Many wise people have told me how to live a better life. Obviously I didn’t pay attention | Adrian Chiles

Grandad, Alan Sugar, a man I met in the pub: I’ve ignored them all. No wonder I don’t have any advice of my own to pass on

What’s the best bit of advice you’ve ever had? It’s a common question to lob in at the end of an interview. I mean the kind of interview you might be doing to promote a book or a film or something, rather than an interview for a job. Although I suppose it might crop up there too. I wouldn’t know, as I believe the last interview I had of that kind was for a job at the Birmingham Post in 1992. Not quite sure how I’ve managed to swerve all that stress ever since.

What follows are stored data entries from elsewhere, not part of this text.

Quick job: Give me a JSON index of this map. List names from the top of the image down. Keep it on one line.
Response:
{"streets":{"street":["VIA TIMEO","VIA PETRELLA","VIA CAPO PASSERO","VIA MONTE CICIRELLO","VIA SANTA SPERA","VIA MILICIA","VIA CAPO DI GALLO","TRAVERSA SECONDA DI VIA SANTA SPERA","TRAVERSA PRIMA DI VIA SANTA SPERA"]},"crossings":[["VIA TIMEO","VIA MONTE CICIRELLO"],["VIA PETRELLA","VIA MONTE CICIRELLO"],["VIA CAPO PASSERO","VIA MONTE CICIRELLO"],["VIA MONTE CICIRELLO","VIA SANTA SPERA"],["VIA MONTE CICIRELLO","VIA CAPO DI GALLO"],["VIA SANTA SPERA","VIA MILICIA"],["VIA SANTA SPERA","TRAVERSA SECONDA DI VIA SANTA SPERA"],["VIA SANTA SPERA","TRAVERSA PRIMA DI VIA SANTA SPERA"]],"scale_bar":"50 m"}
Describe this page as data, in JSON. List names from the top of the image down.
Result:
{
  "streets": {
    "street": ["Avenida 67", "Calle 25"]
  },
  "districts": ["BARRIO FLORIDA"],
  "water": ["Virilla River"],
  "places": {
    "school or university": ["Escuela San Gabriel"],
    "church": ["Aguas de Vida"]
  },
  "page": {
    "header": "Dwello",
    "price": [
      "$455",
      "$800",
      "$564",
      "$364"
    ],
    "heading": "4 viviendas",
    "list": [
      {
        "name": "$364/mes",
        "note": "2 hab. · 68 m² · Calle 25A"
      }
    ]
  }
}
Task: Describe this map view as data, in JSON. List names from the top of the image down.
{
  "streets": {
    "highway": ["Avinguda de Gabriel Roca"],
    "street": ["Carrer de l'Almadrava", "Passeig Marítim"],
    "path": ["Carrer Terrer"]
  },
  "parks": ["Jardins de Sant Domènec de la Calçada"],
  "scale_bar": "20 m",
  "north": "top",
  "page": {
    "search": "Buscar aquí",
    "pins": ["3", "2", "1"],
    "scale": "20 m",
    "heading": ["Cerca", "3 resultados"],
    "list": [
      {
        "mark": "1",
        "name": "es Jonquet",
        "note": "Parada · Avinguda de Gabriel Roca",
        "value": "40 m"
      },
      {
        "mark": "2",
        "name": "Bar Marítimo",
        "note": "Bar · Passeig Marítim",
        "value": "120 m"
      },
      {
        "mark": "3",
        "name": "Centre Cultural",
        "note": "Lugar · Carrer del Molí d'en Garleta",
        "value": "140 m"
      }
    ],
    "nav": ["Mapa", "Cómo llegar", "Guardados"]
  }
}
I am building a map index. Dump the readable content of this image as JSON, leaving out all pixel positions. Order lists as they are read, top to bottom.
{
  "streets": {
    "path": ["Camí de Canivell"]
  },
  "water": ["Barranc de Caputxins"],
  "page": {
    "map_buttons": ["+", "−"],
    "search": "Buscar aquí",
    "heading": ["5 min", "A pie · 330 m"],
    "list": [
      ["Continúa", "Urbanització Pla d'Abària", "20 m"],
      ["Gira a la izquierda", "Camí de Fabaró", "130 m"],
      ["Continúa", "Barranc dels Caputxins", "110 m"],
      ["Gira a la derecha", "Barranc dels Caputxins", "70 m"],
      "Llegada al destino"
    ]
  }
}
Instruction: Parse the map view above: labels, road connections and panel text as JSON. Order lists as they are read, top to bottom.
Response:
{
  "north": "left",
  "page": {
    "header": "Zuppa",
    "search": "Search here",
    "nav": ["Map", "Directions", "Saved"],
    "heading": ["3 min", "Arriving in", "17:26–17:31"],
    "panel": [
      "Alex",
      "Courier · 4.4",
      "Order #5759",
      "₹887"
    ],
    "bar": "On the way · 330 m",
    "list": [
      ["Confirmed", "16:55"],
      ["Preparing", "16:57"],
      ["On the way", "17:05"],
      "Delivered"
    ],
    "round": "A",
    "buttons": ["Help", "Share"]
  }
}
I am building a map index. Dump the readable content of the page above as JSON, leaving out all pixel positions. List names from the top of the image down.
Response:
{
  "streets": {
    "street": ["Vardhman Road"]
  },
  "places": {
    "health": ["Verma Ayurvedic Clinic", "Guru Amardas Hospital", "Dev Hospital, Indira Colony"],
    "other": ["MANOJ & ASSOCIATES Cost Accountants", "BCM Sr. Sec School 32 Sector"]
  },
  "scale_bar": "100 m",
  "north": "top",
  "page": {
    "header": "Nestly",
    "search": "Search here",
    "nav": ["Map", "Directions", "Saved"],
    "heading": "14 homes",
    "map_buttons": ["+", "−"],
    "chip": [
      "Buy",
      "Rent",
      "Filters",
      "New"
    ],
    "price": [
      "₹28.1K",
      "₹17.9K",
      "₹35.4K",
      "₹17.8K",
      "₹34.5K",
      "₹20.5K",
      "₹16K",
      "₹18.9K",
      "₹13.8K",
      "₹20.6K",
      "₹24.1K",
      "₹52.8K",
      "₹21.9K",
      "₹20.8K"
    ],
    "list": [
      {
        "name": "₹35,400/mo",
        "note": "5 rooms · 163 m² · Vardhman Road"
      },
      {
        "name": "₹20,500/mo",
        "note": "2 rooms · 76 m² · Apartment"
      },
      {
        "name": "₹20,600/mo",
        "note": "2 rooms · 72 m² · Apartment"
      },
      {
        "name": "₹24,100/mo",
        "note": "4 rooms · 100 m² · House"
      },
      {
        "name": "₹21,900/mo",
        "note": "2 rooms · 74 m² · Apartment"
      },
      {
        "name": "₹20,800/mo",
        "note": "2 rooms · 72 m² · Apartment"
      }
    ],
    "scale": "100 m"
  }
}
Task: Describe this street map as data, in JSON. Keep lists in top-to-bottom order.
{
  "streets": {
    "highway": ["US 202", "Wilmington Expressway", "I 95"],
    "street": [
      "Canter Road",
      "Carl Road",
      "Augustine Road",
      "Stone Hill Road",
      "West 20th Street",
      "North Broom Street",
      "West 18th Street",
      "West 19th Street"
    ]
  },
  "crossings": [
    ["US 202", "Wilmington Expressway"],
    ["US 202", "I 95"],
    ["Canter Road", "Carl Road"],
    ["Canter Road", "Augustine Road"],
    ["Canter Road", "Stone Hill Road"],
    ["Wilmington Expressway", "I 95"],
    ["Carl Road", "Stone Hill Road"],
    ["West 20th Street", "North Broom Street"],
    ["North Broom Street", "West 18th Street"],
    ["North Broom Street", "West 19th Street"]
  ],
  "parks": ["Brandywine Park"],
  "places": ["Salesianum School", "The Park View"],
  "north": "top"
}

When I’ve asked the question of someone, on the radio, the interviewee has invariably been stuck for an answer. Now I see why. I’ve been asked it several times in recent months, at literary festivals and whatnot, talking about a book of these columns. In the absence of a prepared answer, it’s difficult to come up with anything interesting in reply. And preparation has never been my strong point, even though I’m well aware of its importance, thanks in part to all the sage advice available on the subject: “By failing to prepare, you are preparing to fail” (Benjamin Franklin); “Luck is what happens when preparation meets opportunity” (Seneca); “Success depends upon previous preparation, and without such preparation there is sure to be failure” (Confucius); “Chance favours the prepared mind” (Louis Pasteur).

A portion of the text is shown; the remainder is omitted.